*Task instructions*:
Copy the listing below line for line, starting at its first line and ending with the line that has "position:absolute; left:18px; top:1716px;" in it. Add nothing.

*** Opening Data in this exercise ***

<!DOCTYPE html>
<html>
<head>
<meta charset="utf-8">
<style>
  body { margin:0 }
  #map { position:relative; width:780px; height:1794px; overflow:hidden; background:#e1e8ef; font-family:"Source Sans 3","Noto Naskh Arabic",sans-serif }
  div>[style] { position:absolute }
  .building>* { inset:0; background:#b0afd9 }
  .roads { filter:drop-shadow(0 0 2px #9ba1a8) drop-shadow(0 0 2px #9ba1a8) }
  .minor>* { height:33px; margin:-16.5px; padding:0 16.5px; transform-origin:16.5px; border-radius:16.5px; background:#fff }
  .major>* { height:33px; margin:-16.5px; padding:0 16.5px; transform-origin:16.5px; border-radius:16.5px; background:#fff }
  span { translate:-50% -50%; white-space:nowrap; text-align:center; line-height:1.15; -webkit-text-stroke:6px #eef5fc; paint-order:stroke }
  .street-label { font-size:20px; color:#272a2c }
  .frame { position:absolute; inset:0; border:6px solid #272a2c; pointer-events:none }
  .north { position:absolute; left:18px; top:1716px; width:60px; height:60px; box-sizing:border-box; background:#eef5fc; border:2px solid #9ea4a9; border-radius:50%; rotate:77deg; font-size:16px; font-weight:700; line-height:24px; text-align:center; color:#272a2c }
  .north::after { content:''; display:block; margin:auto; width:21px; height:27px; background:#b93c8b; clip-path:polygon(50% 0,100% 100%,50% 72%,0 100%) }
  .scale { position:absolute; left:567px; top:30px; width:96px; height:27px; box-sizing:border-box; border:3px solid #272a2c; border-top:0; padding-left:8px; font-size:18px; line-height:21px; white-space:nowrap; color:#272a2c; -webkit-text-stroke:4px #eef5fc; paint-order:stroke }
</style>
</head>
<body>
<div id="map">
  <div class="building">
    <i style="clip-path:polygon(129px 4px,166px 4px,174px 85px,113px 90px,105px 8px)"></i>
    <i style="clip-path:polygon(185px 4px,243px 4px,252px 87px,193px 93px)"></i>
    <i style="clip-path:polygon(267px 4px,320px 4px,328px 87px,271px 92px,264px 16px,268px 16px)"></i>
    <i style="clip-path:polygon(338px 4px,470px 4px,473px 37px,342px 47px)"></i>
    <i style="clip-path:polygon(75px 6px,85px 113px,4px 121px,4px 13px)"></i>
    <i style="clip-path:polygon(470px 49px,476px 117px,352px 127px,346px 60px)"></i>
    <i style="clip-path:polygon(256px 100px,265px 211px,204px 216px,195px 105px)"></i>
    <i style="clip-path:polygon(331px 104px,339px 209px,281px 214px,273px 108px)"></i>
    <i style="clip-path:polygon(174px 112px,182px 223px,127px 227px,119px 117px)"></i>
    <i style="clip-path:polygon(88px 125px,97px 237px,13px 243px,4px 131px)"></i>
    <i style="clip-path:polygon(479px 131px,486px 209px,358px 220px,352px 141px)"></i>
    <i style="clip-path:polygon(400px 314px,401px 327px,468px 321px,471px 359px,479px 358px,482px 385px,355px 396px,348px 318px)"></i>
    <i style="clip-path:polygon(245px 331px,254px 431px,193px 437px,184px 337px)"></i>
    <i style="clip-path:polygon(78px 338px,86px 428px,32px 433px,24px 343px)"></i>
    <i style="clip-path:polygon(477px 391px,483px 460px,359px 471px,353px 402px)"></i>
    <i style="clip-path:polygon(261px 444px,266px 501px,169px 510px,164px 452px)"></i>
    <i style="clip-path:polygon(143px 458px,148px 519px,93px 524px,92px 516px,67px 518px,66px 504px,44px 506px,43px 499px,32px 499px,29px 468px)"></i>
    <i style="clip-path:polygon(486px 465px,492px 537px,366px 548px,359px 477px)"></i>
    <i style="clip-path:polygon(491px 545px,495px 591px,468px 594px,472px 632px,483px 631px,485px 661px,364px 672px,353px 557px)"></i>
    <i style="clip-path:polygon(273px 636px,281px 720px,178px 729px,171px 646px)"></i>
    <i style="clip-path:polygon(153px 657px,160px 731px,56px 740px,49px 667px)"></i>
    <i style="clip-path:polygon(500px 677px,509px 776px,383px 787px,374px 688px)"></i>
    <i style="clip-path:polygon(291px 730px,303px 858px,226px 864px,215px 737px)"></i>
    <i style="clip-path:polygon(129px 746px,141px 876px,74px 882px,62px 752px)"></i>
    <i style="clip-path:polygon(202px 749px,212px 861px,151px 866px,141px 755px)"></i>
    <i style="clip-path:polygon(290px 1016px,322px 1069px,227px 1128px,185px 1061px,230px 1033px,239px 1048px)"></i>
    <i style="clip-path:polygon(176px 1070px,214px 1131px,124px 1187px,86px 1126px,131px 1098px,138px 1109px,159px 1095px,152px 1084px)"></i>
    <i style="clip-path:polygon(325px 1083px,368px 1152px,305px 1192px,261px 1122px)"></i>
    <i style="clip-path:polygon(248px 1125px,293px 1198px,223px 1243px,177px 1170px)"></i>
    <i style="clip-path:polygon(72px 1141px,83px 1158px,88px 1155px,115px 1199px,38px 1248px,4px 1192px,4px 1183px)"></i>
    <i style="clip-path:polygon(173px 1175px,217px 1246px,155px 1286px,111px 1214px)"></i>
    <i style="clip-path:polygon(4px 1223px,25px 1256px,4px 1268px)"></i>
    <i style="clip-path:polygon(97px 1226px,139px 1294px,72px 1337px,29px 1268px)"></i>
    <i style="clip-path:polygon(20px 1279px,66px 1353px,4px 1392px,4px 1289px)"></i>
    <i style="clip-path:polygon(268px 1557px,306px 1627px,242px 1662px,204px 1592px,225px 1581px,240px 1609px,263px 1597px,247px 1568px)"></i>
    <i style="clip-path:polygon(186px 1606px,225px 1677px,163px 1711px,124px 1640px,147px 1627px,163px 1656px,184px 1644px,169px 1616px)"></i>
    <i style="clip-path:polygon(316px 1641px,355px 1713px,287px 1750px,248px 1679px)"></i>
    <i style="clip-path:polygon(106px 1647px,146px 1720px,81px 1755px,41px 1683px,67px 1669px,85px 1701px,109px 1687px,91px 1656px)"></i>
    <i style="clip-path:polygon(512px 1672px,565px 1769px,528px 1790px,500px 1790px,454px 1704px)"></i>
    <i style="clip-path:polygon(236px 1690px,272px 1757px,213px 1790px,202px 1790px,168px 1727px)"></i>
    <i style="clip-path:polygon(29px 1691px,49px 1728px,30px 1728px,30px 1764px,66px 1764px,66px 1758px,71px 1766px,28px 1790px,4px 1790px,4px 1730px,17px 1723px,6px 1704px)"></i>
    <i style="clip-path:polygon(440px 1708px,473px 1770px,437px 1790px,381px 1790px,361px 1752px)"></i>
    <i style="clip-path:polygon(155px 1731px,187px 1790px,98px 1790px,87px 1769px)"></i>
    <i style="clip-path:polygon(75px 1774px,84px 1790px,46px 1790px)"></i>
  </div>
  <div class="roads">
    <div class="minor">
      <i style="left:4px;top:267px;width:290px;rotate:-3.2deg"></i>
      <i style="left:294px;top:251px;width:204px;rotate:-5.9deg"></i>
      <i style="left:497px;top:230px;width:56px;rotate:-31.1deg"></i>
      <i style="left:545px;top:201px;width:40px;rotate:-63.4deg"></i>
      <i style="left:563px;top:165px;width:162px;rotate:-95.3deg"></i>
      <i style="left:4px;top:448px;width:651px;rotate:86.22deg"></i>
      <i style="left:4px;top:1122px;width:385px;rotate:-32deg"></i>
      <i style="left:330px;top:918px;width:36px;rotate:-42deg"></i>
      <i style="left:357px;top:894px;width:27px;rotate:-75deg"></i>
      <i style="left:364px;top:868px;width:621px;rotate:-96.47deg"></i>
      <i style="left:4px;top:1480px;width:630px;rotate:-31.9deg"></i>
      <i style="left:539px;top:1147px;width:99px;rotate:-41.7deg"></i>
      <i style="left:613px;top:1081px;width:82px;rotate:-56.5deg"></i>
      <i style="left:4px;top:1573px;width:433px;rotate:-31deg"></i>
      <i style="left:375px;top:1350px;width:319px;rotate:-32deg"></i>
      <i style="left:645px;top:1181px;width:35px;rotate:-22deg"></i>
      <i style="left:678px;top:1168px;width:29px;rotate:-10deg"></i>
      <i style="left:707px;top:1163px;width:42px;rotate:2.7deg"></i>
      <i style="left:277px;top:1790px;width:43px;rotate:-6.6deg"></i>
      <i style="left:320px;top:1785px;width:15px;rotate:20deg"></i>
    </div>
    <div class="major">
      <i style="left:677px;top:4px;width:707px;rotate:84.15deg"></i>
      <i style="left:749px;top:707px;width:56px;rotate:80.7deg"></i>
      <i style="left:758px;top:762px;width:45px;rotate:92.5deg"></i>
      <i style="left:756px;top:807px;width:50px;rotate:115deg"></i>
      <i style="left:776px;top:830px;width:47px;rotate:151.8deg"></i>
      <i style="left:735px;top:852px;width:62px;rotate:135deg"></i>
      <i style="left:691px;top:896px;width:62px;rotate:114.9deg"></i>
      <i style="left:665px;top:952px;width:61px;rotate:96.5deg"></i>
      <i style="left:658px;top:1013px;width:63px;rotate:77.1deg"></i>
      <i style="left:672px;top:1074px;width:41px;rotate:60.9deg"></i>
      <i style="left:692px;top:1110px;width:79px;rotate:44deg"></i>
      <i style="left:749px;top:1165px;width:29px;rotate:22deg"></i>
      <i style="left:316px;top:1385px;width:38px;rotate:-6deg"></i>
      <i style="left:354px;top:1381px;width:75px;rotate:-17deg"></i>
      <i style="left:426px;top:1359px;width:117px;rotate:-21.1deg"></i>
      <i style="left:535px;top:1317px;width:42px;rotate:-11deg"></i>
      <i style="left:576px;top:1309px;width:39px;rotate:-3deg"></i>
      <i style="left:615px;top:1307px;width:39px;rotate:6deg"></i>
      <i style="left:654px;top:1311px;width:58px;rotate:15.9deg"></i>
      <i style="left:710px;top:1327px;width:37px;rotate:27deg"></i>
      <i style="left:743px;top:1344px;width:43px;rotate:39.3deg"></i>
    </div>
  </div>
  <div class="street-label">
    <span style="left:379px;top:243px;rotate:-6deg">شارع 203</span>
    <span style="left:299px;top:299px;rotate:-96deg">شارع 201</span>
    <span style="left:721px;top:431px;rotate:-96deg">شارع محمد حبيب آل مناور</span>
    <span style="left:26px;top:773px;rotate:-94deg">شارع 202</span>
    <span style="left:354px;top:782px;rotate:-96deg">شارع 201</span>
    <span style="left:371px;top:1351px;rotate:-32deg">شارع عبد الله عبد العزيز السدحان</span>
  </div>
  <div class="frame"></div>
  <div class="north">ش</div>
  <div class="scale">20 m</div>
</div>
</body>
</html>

*** Closing Data in this exercise ***

*Output of the task*:
<!DOCTYPE html>
<html>
<head>
<meta charset="utf-8">
<style>
  body { margin:0 }
  #map { position:relative; width:780px; height:1794px; overflow:hidden; background:#e1e8ef; font-family:"Source Sans 3","Noto Naskh Arabic",sans-serif }
  div>[style] { position:absolute }
  .building>* { inset:0; background:#b0afd9 }
  .roads { filter:drop-shadow(0 0 2px #9ba1a8) drop-shadow(0 0 2px #9ba1a8) }
  .minor>* { height:33px; margin:-16.5px; padding:0 16.5px; transform-origin:16.5px; border-radius:16.5px; background:#fff }
  .major>* { height:33px; margin:-16.5px; padding:0 16.5px; transform-origin:16.5px; border-radius:16.5px; background:#fff }
  span { translate:-50% -50%; white-space:nowrap; text-align:center; line-height:1.15; -webkit-text-stroke:6px #eef5fc; paint-order:stroke }
  .street-label { font-size:20px; color:#272a2c }
  .frame { position:absolute; inset:0; border:6px solid #272a2c; pointer-events:none }
  .north { position:absolute; left:18px; top:1716px; width:60px; height:60px; box-sizing:border-box; background:#eef5fc; border:2px solid #9ea4a9; border-radius:50%; rotate:77deg; font-size:16px; font-weight:700; line-height:24px; text-align:center; color:#272a2c }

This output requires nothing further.